Nessuno deve spiegare perché è italiano

Paola Egonu è una campionessa di pallavolo. Di più: è una fuoriclasse, capace di gesti pieni di forza e grazia insieme. Paola Egonu è una giocatrice nata a Cittadella, profondo Nordest, da genitori nigeriani. Camionista il papà, infermiera la mamma. È nata a Cittadella, è cittadina italiana, è giocatrice della Nazionale italiana. Eppure, ha detto sabato sera dopo aver conquistato il bronzo mondiale, c’è ancora chi le chiede «perché» sia italiana. Si è detta stanca, e pronta a lasciare la maglia azzurra, a soli 24 anni.
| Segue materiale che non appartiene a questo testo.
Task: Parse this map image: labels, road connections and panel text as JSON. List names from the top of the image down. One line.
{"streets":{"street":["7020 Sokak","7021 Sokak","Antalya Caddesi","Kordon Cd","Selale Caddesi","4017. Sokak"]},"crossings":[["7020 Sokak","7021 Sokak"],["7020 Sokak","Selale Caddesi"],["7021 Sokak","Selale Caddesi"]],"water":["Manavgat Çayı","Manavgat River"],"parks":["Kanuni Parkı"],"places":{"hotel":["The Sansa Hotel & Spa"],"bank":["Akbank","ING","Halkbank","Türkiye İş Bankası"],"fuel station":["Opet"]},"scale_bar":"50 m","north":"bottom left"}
Speriamo non sia così, ovviamente. Perché Paola è una campionessa come ne nascono pochissime. E perché quella azzurra è la miglior maglia che Paola possa indossare su un campo di pallavolo. Quella per cui tutti tifano, o dovrebbero. Eppure, dice Paola in lacrime, c’è chi la bersaglia, chi la detesta, chi, sottintendendo ma nemmeno troppo un razzismo becero, tanto ignorante quanto sprezzante, le scarica addosso quell’odioso perché. Siamo ancora a questo, anno di grazia 2022: non solo al rifiuto di riconoscere come concittadini coloro che nascono qui e che (al compimento della maggiore età, come fosse la patente…) acquisiscono il passaporto italiano, ma anche al domandarsi perché. Come se Paola Egonu, e con lei tutti coloro che vivono le medesime frustrazioni anche se lontani dal clamore, dovesse giustificarsi. Come se quasi (ma per molti anche senza quasi) fosse una colpa avere genitori venuti qui dalla Nigeria, essere nata qui, essere vissuta qui, essere diventata, qui, una campionessa da Nazionale. Perché sei italiana, Paola? Tu, con quei tratti somatici che di Cittadella non hanno niente di niente. Tu, che sei alta uno e novantatré, che in Italia noi non nasciamo mica così. Tu, con quella pelle poi… Tutto questo in Italia si dice, si sussurra, a volte si strilla. Con sempre meno vergogna, talvolta persino con orgoglio d’altri tempi. Poi si può far finta di niente, ci si può fare il callo, la più triste delle assuefazioni.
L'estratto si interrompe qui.